Getting to Trenton was itself an ordeal for the nursing home residents who testified. Ray Di Francesco, a resident at Carnegie Post Acute Care Center in Plainsboro, acknowledged that simply showing up required significant effort and that he and others would feel the physical consequences for days.

“I also have to thank the people that helped me get here, because it’s not easy,” Di Francesco told the committee. “It’s a real effort when you’re in a nursing home, even getting out in the morning to get the right medication and getting here. And I’m sure Gail will tell you, for the next couple of days, we’ll be paying the price of getting here with pain and some stress. But it’s really worth it to make it down here, because this bill is really important to us.”

Di Francesco, who worked for Bank of America before retirement, said the financial arrangements he has observed at his facility and heard about from residents across the state would never be tolerated in the corporate world he came from. At his bank, every vendor had to disclose ownership structures, subcontractors, and performance metrics, and was monitored constantly. Nursing homes receiving millions in public dollars, he said, face none of that scrutiny.

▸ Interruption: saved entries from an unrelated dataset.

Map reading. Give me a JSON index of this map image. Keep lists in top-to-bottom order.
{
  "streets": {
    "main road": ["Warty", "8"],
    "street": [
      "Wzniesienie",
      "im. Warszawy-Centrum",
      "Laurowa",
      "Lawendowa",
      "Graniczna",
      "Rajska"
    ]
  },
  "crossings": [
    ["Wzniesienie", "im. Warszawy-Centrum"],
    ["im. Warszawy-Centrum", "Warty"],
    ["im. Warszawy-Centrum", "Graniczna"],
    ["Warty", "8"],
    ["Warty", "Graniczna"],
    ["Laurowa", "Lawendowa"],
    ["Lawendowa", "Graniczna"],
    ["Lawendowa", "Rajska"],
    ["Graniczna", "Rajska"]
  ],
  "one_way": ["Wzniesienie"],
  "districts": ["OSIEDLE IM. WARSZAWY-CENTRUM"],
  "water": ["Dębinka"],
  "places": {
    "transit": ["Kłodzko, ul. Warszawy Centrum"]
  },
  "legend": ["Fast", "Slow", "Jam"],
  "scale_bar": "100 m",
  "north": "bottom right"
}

He described a door to the facility’s outdoor courtyard that has been broken for two years, a repair estimated at $2,500 that ownership has refused to make. His windows leak so badly that he packed material around them himself. Pipes burst during cold weather — something he said happened at more than half the nursing homes represented on a recent statewide residents’ call.

The food, he said, tells the same story. Residents beg for fresh fruit and are told the facility has one approved supplier with a limited menu, one that charges $20 for a watermelon. No one will explain why they cannot go elsewhere.

“They take the money, and they steal it from our care,” Di Francesco said. “I just don’t understand why this should happen. That’s why this transparency bill is so important. It’s going to answer that question. Where’s the money going? Because what we do know, it’s not going to our care.”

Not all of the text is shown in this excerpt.